Minha querida Mécia, meu Amor
Bahia, 5.ª feira, 13/8/59
Minha querida Mécia, meu Amor
Faz hoje uma semana que parti, e curiosamente (acabo de olhar para o relógio) pego da caneta para te escrever quando, com as 4 horas de diferença (são 6 da tarde), a semana se cumpre exactamente.
Semana vertiginosa de despaisamento, de tropicalismo, de trabalho insano desde que à Bahia cheguei (passei a tarde inteira fechado no quarto a preparar o relato da tese do Casais, para amanhã pela manhã, que tinha de ser feito agora, pois logo à noite vou ver a Cacilda Becker na Maria Stuart).
É noite. Por entre nuvens, um crepúsculo vermelho que sumiu rápido atrás da imensa ilha de Itaparica que está aqui defronte dentro desta baía sem limites de que a cidade é uma parte mínima. A minha tristeza é imensa. As únicas notícias tuas que até hoje recebi são as que a mulher do Cidade me deu. Só quando estou totalmente exausto te não tenho escrito todos os dias as cartas ou partes de cartas que terás recebido, meu Amor.
O Urbano levará esta, e por isso nela nada conto de especial senão o ar livre que se respira aqui e sem ti respiro, a amargura de não ter-te a meu lado nesta paz sem limites de uma noite quente e serena, em que saberia bem suarmos juntos. Isto é muito belo, de uma força tropical que se intromete nas ruas, e creio que poderíamos ser aqui, meu Amor e minha Vida, incrivelmente felizes.
Assim, nem sei que possa dizer-te, roído de saudades, sem ouvir nas tuas cartas a tua voz e o teu conselho que são o meu arrimo e a minha consciência, inquieta a todo o instante por uma falta de notícias, que, comunicada, não aflige ninguém, de habituados que estão à fantasia destes correios de cá, em que um telegrama a avisar de uma chegada 3 dias antes, chega depois do avião em que o sujeito vem (aconteceu ao Pedro de Andrade ao ir daqui ao Rio, antes de eu chegar). Depois, com a ida dos Lourenços para a Europa, estou a ver que a minha tortura só terá alívio no Rio, se entretanto carta tua tiver chegado às mãos do António Pedro Rodrigues (aí, como o correio é directo, levará menos tempo a chegar, presumo).
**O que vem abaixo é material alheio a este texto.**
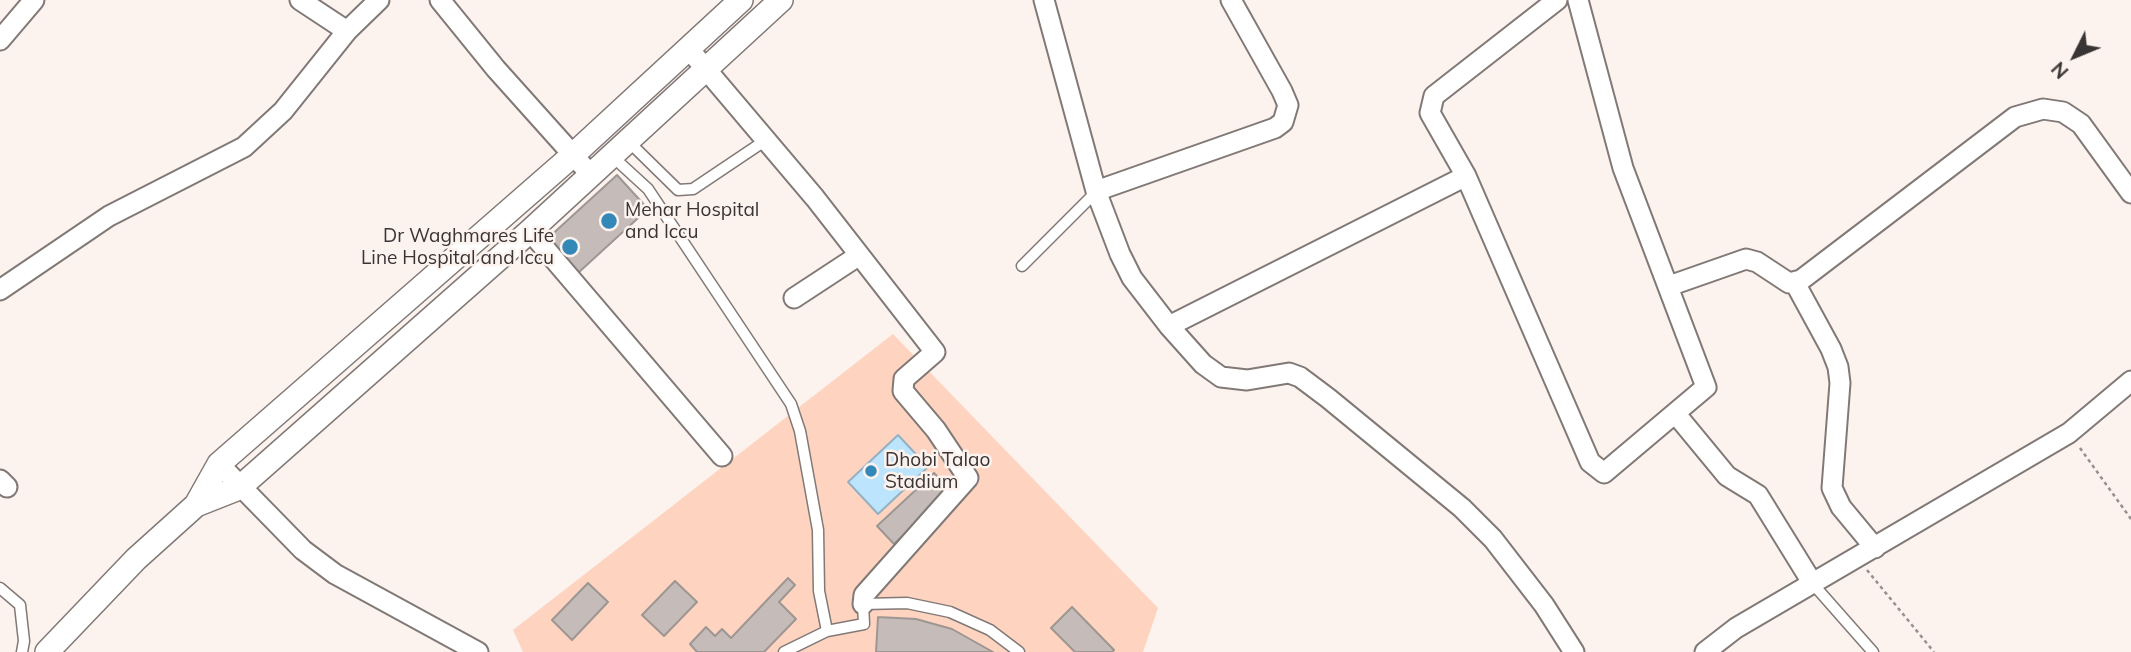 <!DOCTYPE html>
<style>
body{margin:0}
#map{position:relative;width:2131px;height:652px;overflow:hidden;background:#fcf2ee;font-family:Mulish,sans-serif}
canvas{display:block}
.north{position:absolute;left:2040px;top:21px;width:70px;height:70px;-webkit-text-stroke:5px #fcf2ee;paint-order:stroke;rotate:227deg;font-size:19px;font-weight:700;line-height:28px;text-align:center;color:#393534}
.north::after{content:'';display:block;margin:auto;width:24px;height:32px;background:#393534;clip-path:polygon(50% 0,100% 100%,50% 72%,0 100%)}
</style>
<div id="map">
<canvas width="2131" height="652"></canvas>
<div class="north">N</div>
</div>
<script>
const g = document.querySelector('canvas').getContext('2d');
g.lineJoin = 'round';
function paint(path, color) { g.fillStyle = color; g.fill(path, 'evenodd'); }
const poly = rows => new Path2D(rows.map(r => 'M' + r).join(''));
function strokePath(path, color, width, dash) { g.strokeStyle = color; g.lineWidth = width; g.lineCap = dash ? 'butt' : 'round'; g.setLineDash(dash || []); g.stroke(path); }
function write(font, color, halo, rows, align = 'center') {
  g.font = font + ' Mulish,sans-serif'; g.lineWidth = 5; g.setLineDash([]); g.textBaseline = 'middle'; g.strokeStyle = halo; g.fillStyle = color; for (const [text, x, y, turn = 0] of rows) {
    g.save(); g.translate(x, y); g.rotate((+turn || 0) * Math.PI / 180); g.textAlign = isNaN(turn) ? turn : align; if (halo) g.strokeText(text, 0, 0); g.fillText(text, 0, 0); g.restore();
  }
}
paint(poly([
 [893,334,1158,608,1143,652,523,652,513,630]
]), '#fed4c1');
const water = poly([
 [898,435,928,467,878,514,848,482,898,435]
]);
paint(water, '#bde4fd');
strokePath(water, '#95b0c1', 2);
const building = poly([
 [617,175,648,209,578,273,547,239,617,175],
 [934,473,951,490,894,544,877,526,934,473],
 [788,578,795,585,779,602,796,619,764,652,697,652,690,644,706,627,715,636,722,629,731,638,788,578],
 [675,581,697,602,664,636,642,615,675,581],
 [588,583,608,602,572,640,552,620,588,583],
 [1072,607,1114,650,1112,652,1075,652,1051,628,1072,607],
 [878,617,916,619,952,629,993,652,876,652,878,617]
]);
paint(building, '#c5bcb9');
strokePath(building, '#9e9692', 2);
const service = poly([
 [628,141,678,190,693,189,766,140],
 [612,156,648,189,791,404,800,431,818,530,819,591,827,631],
 [1022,266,1096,192],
 [1813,584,1873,652],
 [0,588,20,605,24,641,22,652],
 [784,652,827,631,864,624,863,604,907,603,950,612,990,630,1019,652]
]);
const minor = poly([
 [300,0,347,31],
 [440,0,496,69,591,175],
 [1044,0,1096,191,1120,254,1132,278,1169,326,1203,364,1221,377,1247,380,1289,373,1300,377,1328,398,1462,508,1493,539,1544,605,1574,652],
 [1557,0,1434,96,1430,113,1466,176,1590,462,1604,473,1706,387,1623,168,1578,0],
 [0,40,34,0],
 [688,48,815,198,935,352,904,379,903,391,936,430,968,478,864,595,863,604],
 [1096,191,1275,128,1283,122,1288,105,1282,91,1231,0],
 [530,231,722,456],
 [1795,283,1831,349,1838,367,1840,383,1832,488,1841,507,1875,548],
 [1669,286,1746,259,1757,262,1789,283,1801,280,2015,117,2043,109,2063,112,2081,124,2131,193],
 [0,290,109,216,244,147,283,111,347,31,379,0],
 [794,298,858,256],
 [1169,326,1466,176],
 [1675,413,1727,476,1758,495,1813,584],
 [219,464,303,550,335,574,478,652],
 [0,480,7,487],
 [1705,652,1736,628,2069,433,2131,381]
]);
const tertiary = poly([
 [196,505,239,488,530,231,781,0],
 [47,652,136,559,196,505,219,464,573,155,741,0]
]);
strokePath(service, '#817976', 13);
strokePath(minor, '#817976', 23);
strokePath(tertiary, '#817976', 26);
strokePath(poly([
 [2080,448,2131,519],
 [1867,570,1934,652]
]), '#97908d', 2.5, [3.5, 3.5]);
strokePath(service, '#fff', 10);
strokePath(minor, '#fff', 19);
strokePath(tertiary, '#fff', 23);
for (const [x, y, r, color] of [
 [609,221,9,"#3388b8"],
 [570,247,9,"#3388b8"],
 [871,471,7,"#3388b8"]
]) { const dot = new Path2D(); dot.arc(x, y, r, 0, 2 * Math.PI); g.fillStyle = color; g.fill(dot); strokePath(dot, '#fcf2ee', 2.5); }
write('19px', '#393534', '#fcf2ee', [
 ["Mehar Hospital",625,210],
 ["and Iccu",625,232],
 ["Dr Waghmares Life",554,236,"right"],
 ["Line Hospital and Iccu",554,258,"right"],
 ["Dhobi Talao",885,460],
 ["Stadium",885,482]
], 'left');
</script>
O Casais tem sido muito amigo, e abriu-se comigo, e creio que fui injusto na alucinação dos primeiros dias que não comunicarás a ninguém, de perigosa que é. Mas nada disto importa, senão o silêncio que me rodeia. Eu sei que estás sempre comigo, não só porque és a minha própria alma, como por teres o dom de invisível estares a meu lado sempre em toda a parte. Esse invisível, porém, me assusta. A tua presença, o teu calor, o teu afecto, o teu infinito amor de que os nossos filhos são, graças a Deus, a expressão viva, preciso de tudo isso agarrado a mim, colado a mim, na tua boca, nos teus olhos, no teu corpo que é o mais belo poço de ternura que jamais houve no mundo. Como se é injusto humanamente! Como pode ignorar-se e como só é de um e não poderia ser de mais ninguém (pois não seria assim, nem seria sequer) um tesouro maravilhoso como é a tua pessoa, meu Amor! Eu não tenho desejos senão de ti, e tudo o mais não conta, nem importa. Querida Mécia – é incrível que estejamos separados!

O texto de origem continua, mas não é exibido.